__PROBLEM STATEMENT__: The response must contain every line below in which "canvas" appears.

BEGIN DATA EXTRACTS

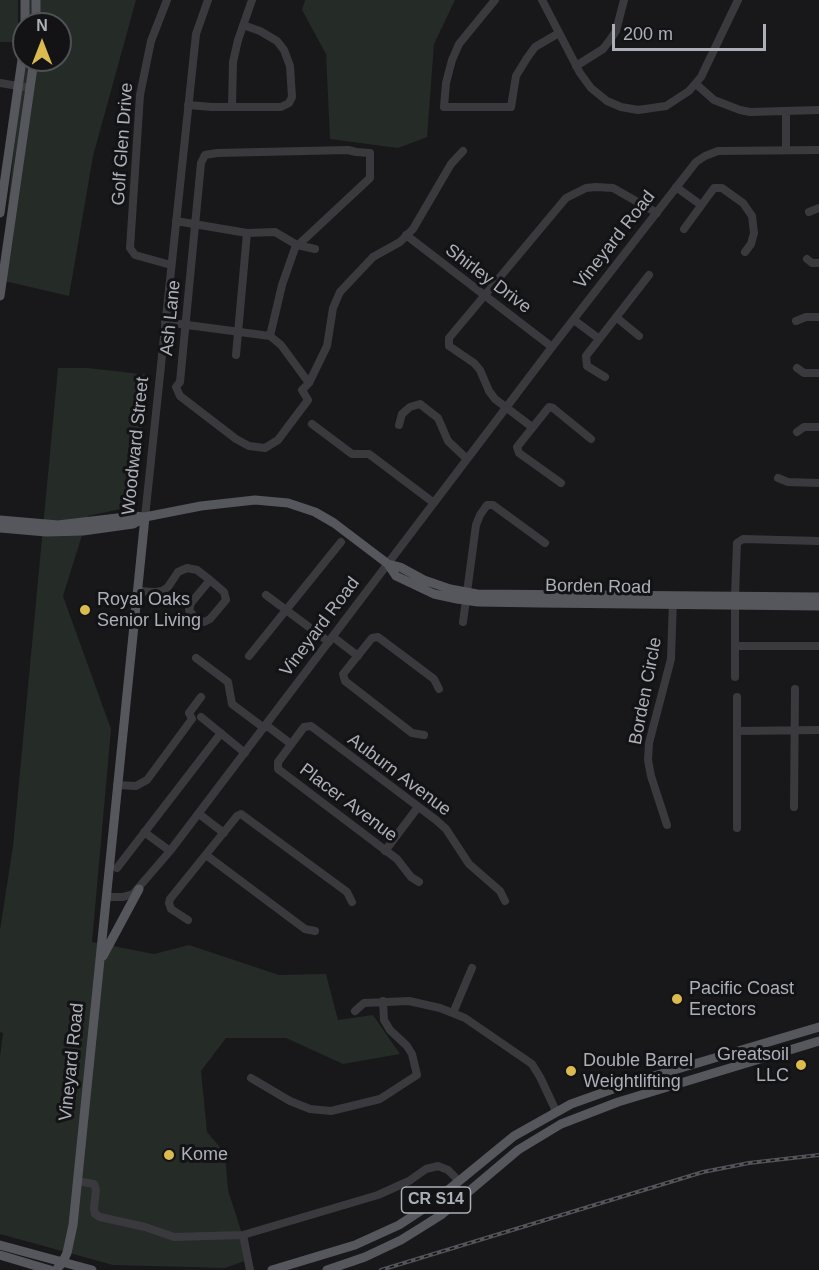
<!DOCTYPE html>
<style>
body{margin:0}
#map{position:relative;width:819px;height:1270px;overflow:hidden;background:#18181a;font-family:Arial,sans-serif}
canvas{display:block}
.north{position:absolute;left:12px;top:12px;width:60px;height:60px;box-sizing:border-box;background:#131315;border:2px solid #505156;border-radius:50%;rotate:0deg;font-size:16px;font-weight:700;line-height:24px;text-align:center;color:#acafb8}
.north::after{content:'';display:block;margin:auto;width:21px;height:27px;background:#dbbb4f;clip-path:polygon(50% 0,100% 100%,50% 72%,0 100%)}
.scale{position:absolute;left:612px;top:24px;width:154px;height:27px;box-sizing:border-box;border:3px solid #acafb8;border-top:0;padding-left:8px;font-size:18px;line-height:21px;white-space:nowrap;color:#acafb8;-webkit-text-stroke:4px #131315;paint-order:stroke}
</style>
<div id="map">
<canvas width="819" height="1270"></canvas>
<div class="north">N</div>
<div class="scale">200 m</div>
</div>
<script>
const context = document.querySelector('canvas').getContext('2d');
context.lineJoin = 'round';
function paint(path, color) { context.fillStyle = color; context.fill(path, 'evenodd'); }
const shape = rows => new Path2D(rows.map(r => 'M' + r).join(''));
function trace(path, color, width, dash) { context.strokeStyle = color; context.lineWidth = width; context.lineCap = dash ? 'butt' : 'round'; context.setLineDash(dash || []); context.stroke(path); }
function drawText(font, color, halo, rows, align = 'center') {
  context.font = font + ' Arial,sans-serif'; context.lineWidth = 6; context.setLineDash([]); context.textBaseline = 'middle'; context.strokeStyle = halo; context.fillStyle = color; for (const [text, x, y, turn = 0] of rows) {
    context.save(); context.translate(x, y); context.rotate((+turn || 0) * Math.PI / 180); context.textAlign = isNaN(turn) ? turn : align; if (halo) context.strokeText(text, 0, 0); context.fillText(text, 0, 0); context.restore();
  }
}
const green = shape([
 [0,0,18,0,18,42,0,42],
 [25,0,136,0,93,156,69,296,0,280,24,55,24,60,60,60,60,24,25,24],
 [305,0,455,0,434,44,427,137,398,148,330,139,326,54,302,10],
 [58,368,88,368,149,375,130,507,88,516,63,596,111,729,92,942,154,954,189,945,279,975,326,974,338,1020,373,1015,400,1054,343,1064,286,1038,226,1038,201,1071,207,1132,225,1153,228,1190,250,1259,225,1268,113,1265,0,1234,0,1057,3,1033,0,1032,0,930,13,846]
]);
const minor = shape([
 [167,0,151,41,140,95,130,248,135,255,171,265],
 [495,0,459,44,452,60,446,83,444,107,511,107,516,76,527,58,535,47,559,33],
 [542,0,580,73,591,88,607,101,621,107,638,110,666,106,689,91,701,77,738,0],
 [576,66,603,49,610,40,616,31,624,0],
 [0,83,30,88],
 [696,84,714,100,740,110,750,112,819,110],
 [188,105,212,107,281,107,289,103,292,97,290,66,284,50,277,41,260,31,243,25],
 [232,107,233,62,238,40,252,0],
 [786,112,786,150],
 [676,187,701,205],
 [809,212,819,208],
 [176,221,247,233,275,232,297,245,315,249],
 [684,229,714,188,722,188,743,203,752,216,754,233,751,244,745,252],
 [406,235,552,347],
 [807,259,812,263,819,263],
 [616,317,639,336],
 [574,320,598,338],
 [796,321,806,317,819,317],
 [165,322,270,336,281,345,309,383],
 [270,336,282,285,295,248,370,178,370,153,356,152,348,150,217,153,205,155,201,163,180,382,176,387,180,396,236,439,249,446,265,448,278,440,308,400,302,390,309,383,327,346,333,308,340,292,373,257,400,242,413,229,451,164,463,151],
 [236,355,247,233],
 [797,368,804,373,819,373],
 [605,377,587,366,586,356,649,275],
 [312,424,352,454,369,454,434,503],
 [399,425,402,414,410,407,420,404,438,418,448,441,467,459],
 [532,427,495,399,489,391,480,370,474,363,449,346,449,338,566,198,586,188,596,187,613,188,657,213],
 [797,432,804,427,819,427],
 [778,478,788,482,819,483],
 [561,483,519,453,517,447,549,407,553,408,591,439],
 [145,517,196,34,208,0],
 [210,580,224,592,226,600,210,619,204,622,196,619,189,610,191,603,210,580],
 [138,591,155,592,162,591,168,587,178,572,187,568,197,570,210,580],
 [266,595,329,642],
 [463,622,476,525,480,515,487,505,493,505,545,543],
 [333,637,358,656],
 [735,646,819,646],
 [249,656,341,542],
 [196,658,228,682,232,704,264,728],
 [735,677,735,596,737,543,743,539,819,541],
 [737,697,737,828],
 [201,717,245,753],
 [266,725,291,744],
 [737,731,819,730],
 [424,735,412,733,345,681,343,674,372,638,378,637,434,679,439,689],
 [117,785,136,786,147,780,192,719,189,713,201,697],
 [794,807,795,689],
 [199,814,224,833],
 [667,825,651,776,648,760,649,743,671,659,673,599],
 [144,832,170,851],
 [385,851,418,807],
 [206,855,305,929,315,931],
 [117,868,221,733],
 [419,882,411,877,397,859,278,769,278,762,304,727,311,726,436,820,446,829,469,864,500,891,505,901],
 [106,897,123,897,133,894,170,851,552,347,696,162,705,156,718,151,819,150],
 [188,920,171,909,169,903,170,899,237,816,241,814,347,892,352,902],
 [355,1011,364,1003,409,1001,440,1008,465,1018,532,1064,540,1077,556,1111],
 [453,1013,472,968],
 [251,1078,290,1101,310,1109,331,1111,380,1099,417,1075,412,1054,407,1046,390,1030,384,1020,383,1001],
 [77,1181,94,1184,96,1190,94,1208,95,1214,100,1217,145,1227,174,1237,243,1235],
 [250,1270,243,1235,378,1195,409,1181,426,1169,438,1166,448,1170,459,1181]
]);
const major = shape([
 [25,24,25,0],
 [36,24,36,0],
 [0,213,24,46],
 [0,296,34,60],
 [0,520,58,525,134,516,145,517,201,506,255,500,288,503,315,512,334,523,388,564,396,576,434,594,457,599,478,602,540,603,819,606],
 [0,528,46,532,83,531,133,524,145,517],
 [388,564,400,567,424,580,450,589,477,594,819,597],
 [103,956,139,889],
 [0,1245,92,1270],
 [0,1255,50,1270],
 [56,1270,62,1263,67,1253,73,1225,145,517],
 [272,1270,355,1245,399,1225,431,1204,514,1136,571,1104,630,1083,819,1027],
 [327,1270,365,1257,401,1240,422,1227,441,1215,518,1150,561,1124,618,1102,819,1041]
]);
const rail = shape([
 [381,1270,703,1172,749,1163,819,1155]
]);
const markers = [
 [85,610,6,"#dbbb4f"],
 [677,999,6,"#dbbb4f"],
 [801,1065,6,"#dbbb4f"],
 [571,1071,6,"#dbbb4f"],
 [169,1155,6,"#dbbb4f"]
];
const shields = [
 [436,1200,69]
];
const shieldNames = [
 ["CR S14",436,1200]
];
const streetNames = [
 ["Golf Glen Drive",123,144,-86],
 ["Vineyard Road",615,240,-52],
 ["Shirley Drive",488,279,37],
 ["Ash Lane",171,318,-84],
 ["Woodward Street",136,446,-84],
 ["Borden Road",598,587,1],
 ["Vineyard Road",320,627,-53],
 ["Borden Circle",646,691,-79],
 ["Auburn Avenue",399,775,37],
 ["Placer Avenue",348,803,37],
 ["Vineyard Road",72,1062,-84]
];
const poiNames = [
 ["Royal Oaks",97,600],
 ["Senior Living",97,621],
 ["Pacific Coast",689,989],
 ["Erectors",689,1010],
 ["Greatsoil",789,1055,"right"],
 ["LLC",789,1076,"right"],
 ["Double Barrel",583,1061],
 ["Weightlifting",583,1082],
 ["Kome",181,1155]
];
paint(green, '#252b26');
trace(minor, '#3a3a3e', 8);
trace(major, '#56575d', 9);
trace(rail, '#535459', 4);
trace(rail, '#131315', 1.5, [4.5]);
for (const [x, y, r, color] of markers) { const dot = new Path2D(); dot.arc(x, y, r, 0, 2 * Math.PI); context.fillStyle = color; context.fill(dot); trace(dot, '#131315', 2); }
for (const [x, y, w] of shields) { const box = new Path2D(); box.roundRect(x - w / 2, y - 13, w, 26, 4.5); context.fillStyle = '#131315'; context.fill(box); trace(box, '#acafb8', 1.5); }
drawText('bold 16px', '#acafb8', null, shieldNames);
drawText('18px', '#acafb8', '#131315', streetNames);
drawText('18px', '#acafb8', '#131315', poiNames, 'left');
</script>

END DATA EXTRACTS

__ANSWER TO THE EXERCISE__:
canvas{display:block}
<canvas width="819" height="1270"></canvas>
const context = document.querySelector('canvas').getContext('2d');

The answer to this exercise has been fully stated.